(Work instructions):
Leaving the images out, output each entry below exactly.

══ Input for this task ══

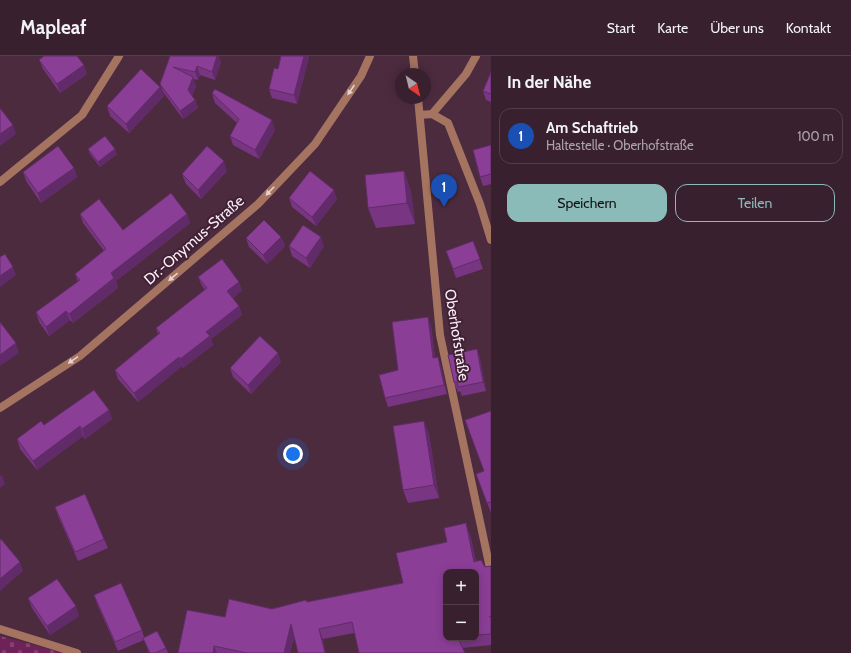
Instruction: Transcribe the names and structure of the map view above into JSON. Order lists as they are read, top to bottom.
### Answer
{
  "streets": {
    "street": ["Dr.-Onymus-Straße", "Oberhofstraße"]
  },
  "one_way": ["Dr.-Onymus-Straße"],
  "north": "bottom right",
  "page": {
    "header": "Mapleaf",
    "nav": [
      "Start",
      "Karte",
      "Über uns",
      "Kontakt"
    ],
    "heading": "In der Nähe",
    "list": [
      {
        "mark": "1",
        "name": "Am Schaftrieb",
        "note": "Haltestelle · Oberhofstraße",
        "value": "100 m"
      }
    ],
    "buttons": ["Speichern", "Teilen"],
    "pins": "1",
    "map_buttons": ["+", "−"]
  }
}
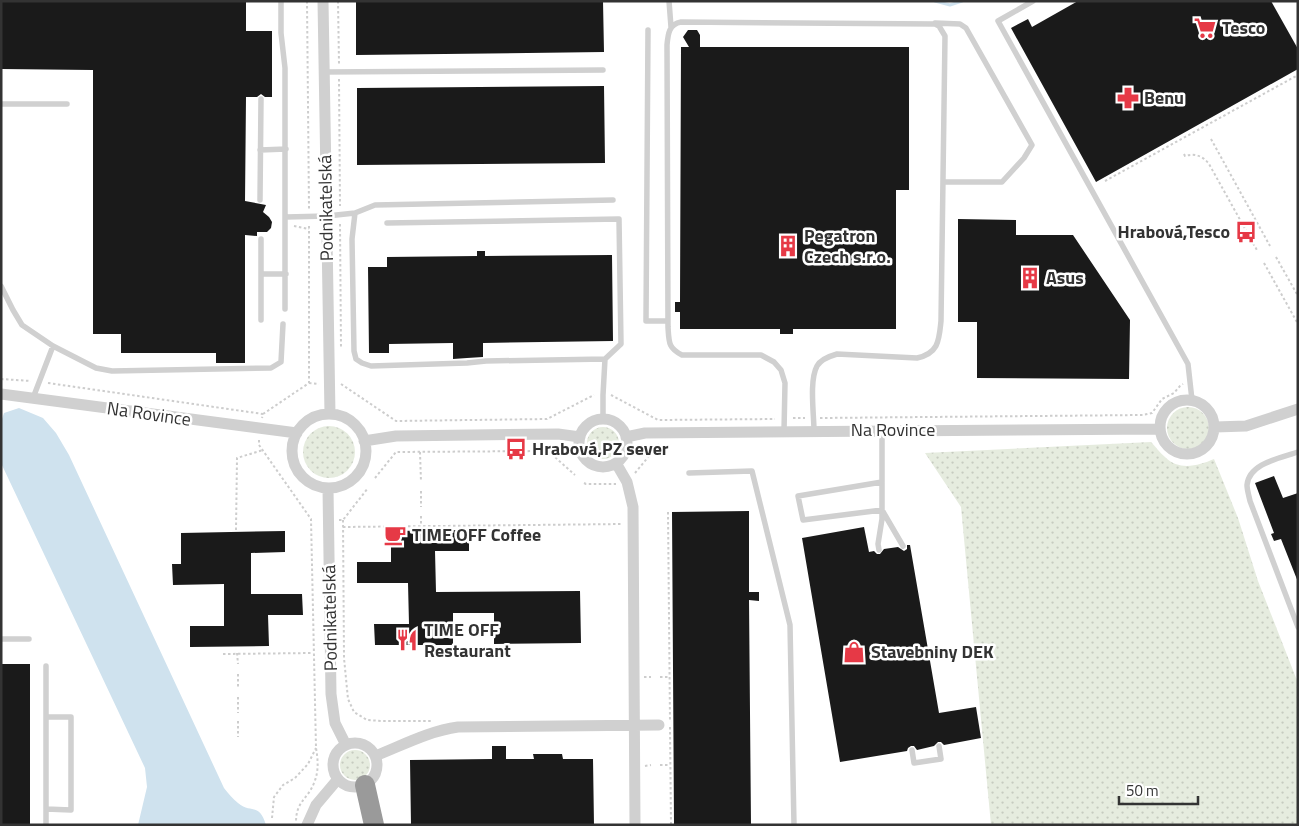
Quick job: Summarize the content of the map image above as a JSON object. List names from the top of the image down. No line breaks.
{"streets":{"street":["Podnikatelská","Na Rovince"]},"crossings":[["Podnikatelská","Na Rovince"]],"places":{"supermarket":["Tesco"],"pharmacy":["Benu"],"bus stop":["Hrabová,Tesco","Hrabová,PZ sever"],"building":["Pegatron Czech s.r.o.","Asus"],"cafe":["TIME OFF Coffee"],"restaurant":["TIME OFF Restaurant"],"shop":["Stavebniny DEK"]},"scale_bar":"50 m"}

═══

(Exercise answer):
Instruction: Transcribe the names and structure of the map view above into JSON. Order lists as they are read, top to bottom.
### Answer
{
  "streets": {
    "street": ["Dr.-Onymus-Straße", "Oberhofstraße"]
  },
  "one_way": ["Dr.-Onymus-Straße"],
  "north": "bottom right",
  "page": {
    "header": "Mapleaf",
    "nav": [
      "Start",
      "Karte",
      "Über uns",
      "Kontakt"
    ],
    "heading": "In der Nähe",
    "list": [
      {
        "mark": "1",
        "name": "Am Schaftrieb",
        "note": "Haltestelle · Oberhofstraße",
        "value": "100 m"
      }
    ],
    "buttons": ["Speichern", "Teilen"],
    "pins": "1",
    "map_buttons": ["+", "−"]
  }
}
Quick job: Summarize the content of the map image above as a JSON object. List names from the top of the image down. No line breaks.
{"streets":{"street":["Podnikatelská","Na Rovince"]},"crossings":[["Podnikatelská","Na Rovince"]],"places":{"supermarket":["Tesco"],"pharmacy":["Benu"],"bus stop":["Hrabová,Tesco","Hrabová,PZ sever"],"building":["Pegatron Czech s.r.o.","Asus"],"cafe":["TIME OFF Coffee"],"restaurant":["TIME OFF Restaurant"],"shop":["Stavebniny DEK"]},"scale_bar":"50 m"}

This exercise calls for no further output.